The completed wall-hanging is 13 by 24 inches, about the same size as the original painting.


I only had access to chickadees for my birds, so all of them are the same type of birds. I don't have the variety that Mangum had in his painting.  If I find fabric with other birds that are the right size, I can always sew them on top of the birds there now.

A close up of the project, perhaps you can see the free-motion stitches

What is left to do now is to bind the quilt.  I will use the same fabric as the one used for the window top left.  The binding will be a narrow 3/8" binding, I won't do a double binding as I want the image to be the prime focus.  After that, I am going to do shading with oil and wax pastels in order to simulate the shadows that are in the painting.  

Perhaps this will never be finished!  I have been working on it for over a month now, I always see something new that should be done.  But I have thoroughly enjoyed the whole exercise. I don't think I have been so engrossed in anything for a long time; two hours at the sewing machine flies by and I look forward to more of these landscape quilts in the future. 

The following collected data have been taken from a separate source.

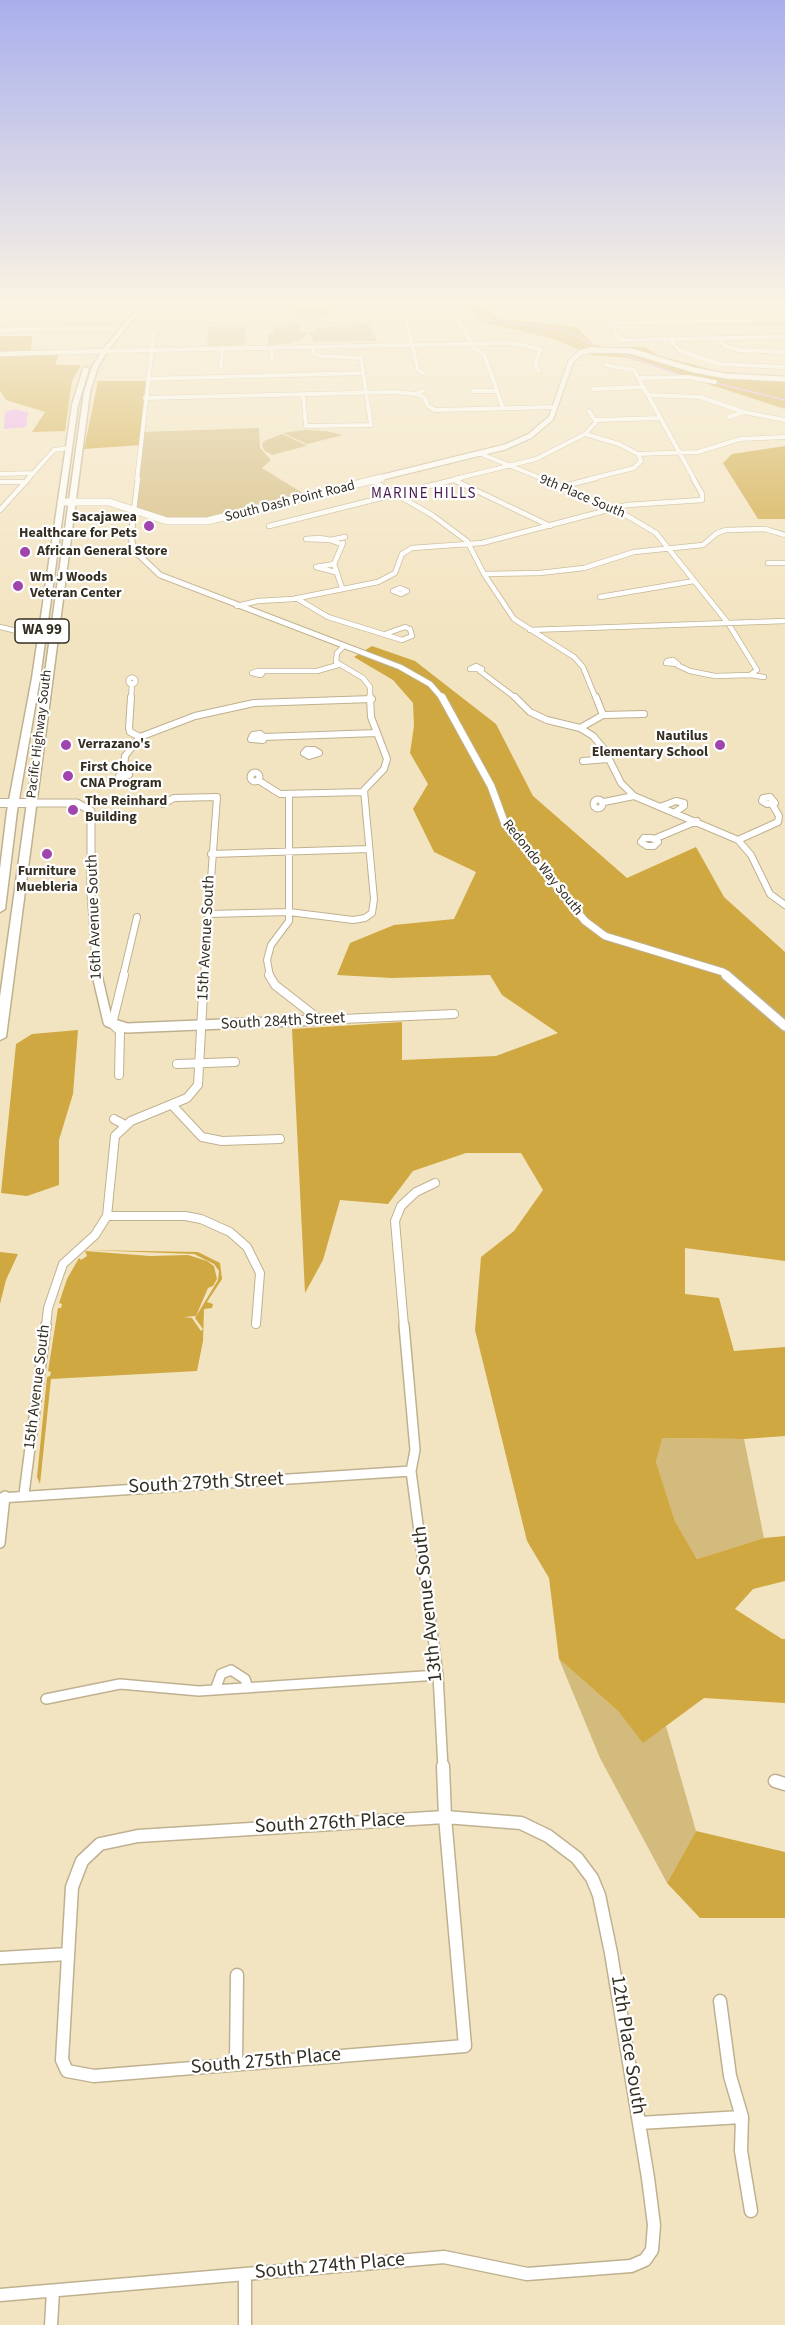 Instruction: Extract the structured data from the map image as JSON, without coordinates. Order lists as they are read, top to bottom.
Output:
{
  "streets": {
    "main road": ["South Dash Point Road", "WA 99", "Pacific Highway South"],
    "street": [
      "9th Place South",
      "Redondo Way South",
      "16th Avenue South",
      "15th Avenue South",
      "South 284th Street",
      "South 279th Street",
      "13th Avenue South",
      "South 276th Place",
      "12th Place South",
      "South 275th Place",
      "South 274th Place"
    ]
  },
  "crossings": [
    ["9th Place South", "South Dash Point Road"],
    ["South Dash Point Road", "Pacific Highway South"],
    ["South Dash Point Road", "Redondo Way South"],
    ["Pacific Highway South", "16th Avenue South"],
    ["16th Avenue South", "South 284th Street"],
    ["15th Avenue South", "South 284th Street"],
    ["15th Avenue South", "South 279th Street"],
    ["South 279th Street", "13th Avenue South"],
    ["13th Avenue South", "South 276th Place"],
    ["13th Avenue South", "South 275th Place"],
    ["South 276th Place", "12th Place South"],
    ["South 276th Place", "South 275th Place"],
    ["12th Place South", "South 274th Place"]
  ],
  "districts": ["MARINE HILLS"],
  "places": [
    "Sacajawea Healthcare for Pets",
    "African General Store",
    "Wm J Woods Veteran Center",
    "Verrazano's",
    "Nautilus Elementary School",
    "First Choice CNA Program",
    "The Reinhard Building",
    "Furniture Muebleria"
  ]
} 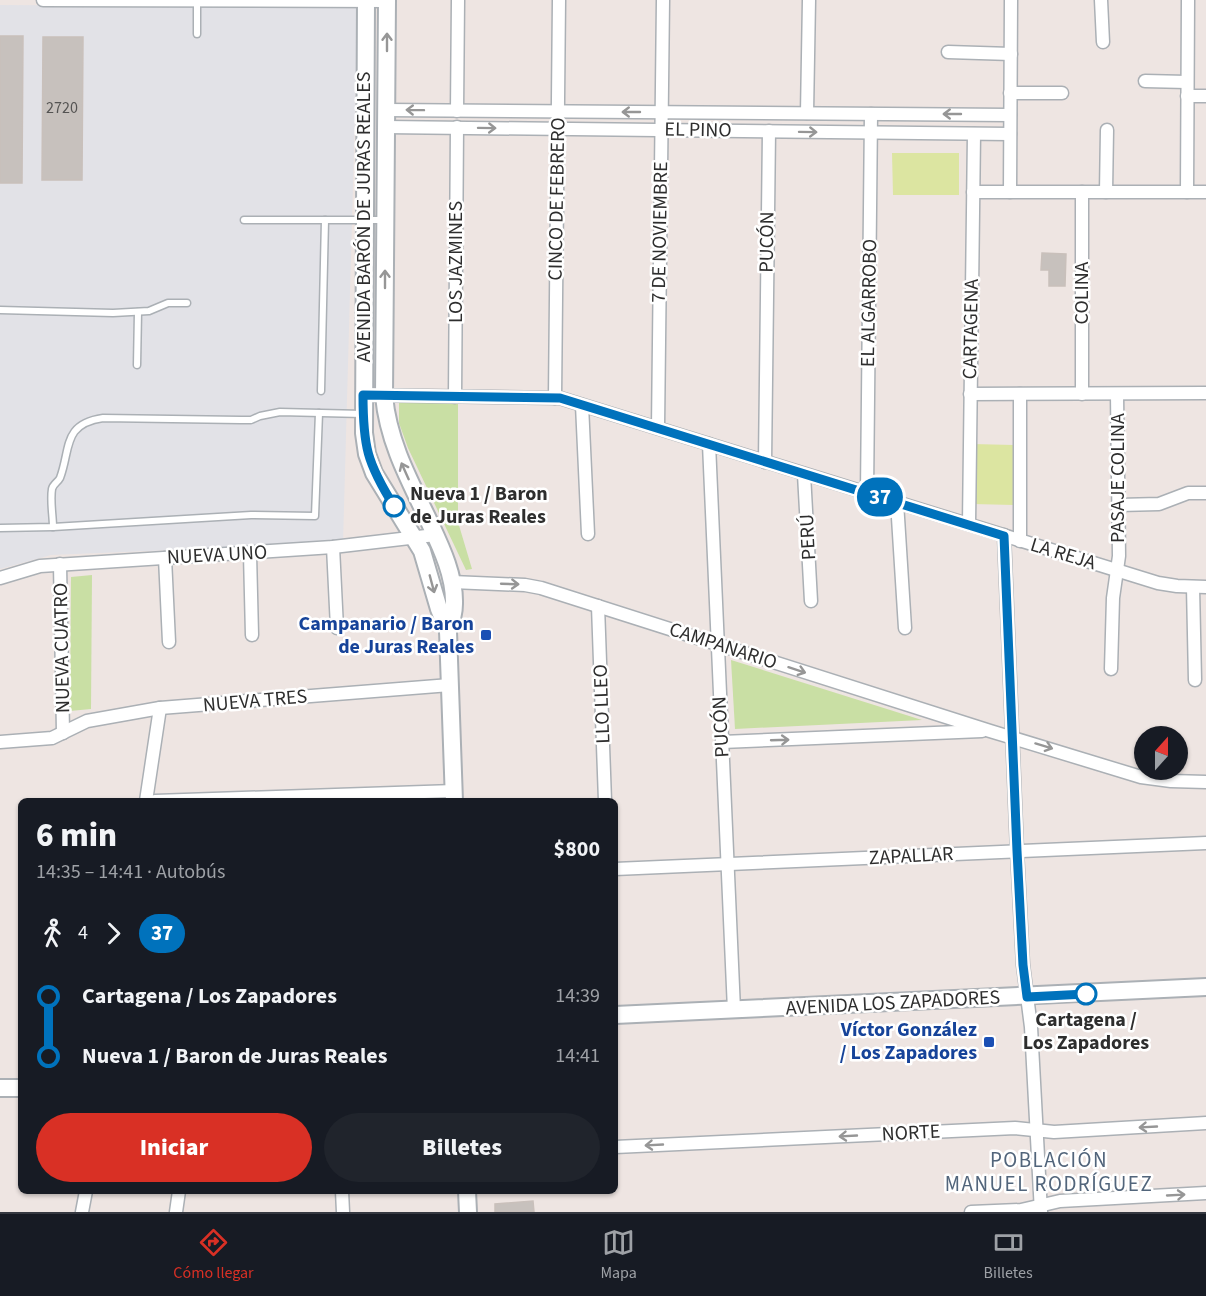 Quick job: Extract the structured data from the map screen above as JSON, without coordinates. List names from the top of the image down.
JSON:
{
  "streets": {
    "street": [
      "EL PINO",
      "CINCO DE FEBRERO",
      "AVENIDA BARÓN DE JURAS REALES",
      "7 DE NOVIEMBRE",
      "PUCÓN",
      "LOS JAZMINES",
      "COLINA",
      "EL ALGARROBO",
      "CARTAGENA",
      "PASAJE COLINA",
      "PERÚ",
      "LA REJA",
      "NUEVA UNO",
      "CAMPANARIO",
      "NUEVA CUATRO",
      "NUEVA TRES",
      "LLO LLEO",
      "ZAPALLAR",
      "AVENIDA LOS ZAPADORES",
      "NORTE"
    ]
  },
  "crossings": [
    ["EL PINO", "CINCO DE FEBRERO"],
    ["EL PINO", "AVENIDA BARÓN DE JURAS REALES"],
    ["EL PINO", "7 DE NOVIEMBRE"],
    ["EL PINO", "PUCÓN"],
    ["EL PINO", "LOS JAZMINES"],
    ["EL PINO", "EL ALGARROBO"],
    ["EL PINO", "CARTAGENA"],
    ["CINCO DE FEBRERO", "LA REJA"],
    ["AVENIDA BARÓN DE JURAS REALES", "LA REJA"],
    ["AVENIDA BARÓN DE JURAS REALES", "NUEVA UNO"],
    ["AVENIDA BARÓN DE JURAS REALES", "CAMPANARIO"],
    ["AVENIDA BARÓN DE JURAS REALES", "NUEVA TRES"],
    ["7 DE NOVIEMBRE", "LA REJA"],
    ["PUCÓN", "LA REJA"],
    ["PUCÓN", "CAMPANARIO"],
    ["PUCÓN", "ZAPALLAR"],
    ["PUCÓN", "AVENIDA LOS ZAPADORES"],
    ["LOS JAZMINES", "LA REJA"],
    ["EL ALGARROBO", "LA REJA"],
    ["CARTAGENA", "LA REJA"],
    ["PASAJE COLINA", "LA REJA"],
    ["PERÚ", "LA REJA"],
    ["NUEVA UNO", "NUEVA CUATRO"],
    ["CAMPANARIO", "LLO LLEO"],
    ["NUEVA CUATRO", "NUEVA TRES"]
  ],
  "one_way": ["CAMPANARIO"],
  "districts": ["POBLACIÓN MANUEL RODRÍGUEZ"],
  "places": {
    "other": ["Nueva 1 / Baron de Juras Reales", "Cartagena / Los Zapadores"],
    "transit": ["Campanario / Baron de Juras Reales", "Víctor González / Los Zapadores"]
  },
  "lines": ["bus line 37"],
  "house_numbers": ["2720"],
  "north": "top",
  "page": {
    "on_map": "37",
    "heading": ["6 min", "14:35 – 14:41 · Autobús", "$800"],
    "legs": ["4", "37"],
    "list": [
      {
        "name": "Cartagena / Los Zapadores",
        "value": "14:39"
      },
      {
        "name": "Nueva 1 / Baron de Juras Reales",
        "value": "14:41"
      }
    ],
    "buttons": ["Iniciar", "Billetes"],
    "tabs": ["Cómo llegar", "Mapa", "Billetes"]
  }
} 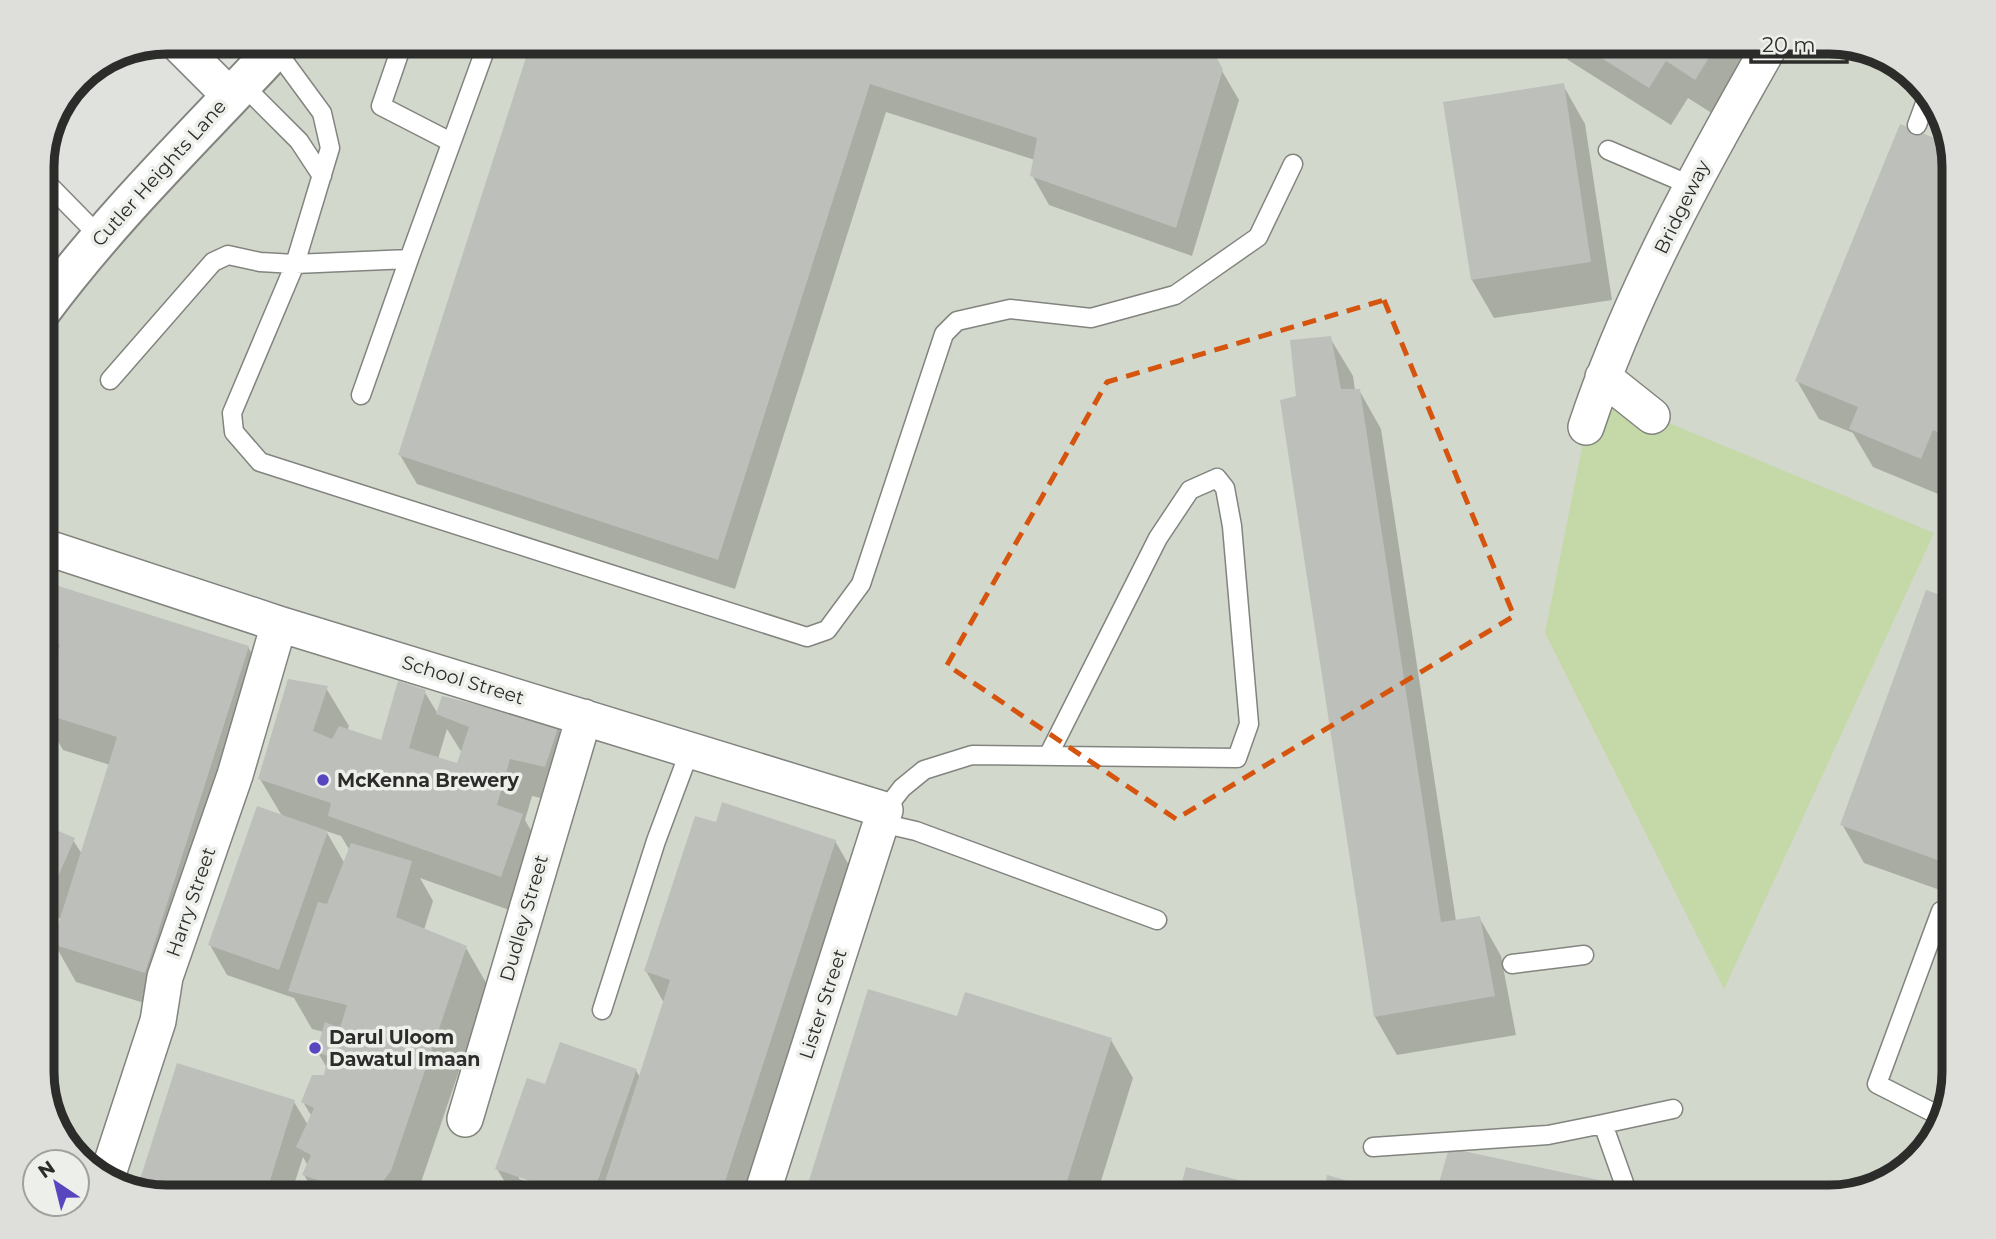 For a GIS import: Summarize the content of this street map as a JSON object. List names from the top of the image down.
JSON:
{
  "streets": {
    "street": [
      "Cutler Heights Lane",
      "Bridgeway",
      "School Street",
      "Harry Street",
      "Dudley Street",
      "Lister Street"
    ]
  },
  "crossings": [
    ["School Street", "Harry Street"],
    ["School Street", "Dudley Street"],
    ["School Street", "Lister Street"]
  ],
  "places": ["McKenna Brewery", "Darul Uloom Dawatul Imaan"],
  "scale_bar": "20 m",
  "north": "top left"
} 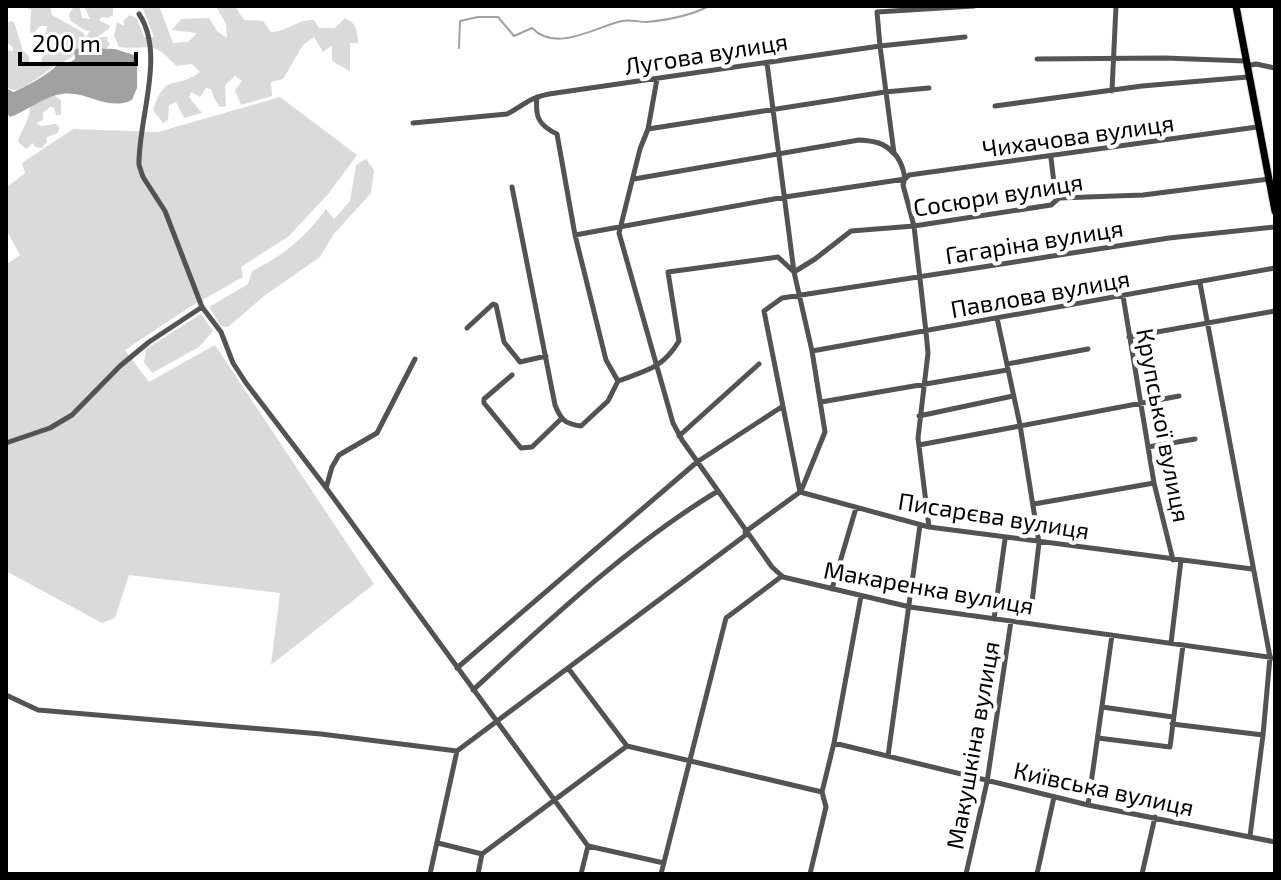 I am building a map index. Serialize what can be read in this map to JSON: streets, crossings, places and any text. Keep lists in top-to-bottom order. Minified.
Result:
{"streets":{"street":["Лугова вулиця","Чихачова вулиця","Сосюри вулиця","Гагаріна вулиця","Павлова вулиця","Крупської вулиця","Писарєва вулиця","Макаренка вулиця","Макушкіна вулиця","Київська вулиця"]},"crossings":[["Павлова вулиця","Крупської вулиця"],["Крупської вулиця","Писарєва вулиця"],["Макаренка вулиця","Макушкіна вулиця"],["Макушкіна вулиця","Київська вулиця"]],"scale_bar":"200 m"}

I will post a picture of the finished wall hanging once the binding is on and the shading is complete.






Sunday, December 27, 2020

Landscape quilting progress

Today I tackled the mitered borders on the landscape quilt.  Although far from perfect, I am satisfied with the results and will move forward. Next step is to bind the quilt  (easy as I have done a lot of binding in my sewing years)  and then the fun part, free motion stippling.  That will be the best part of this whole project.


I chose a subtle printed cotton in the same orangey-gold shade of some of the flowers to be the inner narrow border. A 1-inch wide strip was sewn to 4" wide strips of the background fabric.  They were then sewn to the trimmed quilt picture, and I spent several hours trying to get the miters as good as possible. I resorted to hand sewing two of the miters as I just could not get them right on the machine. I doubt that my miters are actually 45 degrees, but who is checking?  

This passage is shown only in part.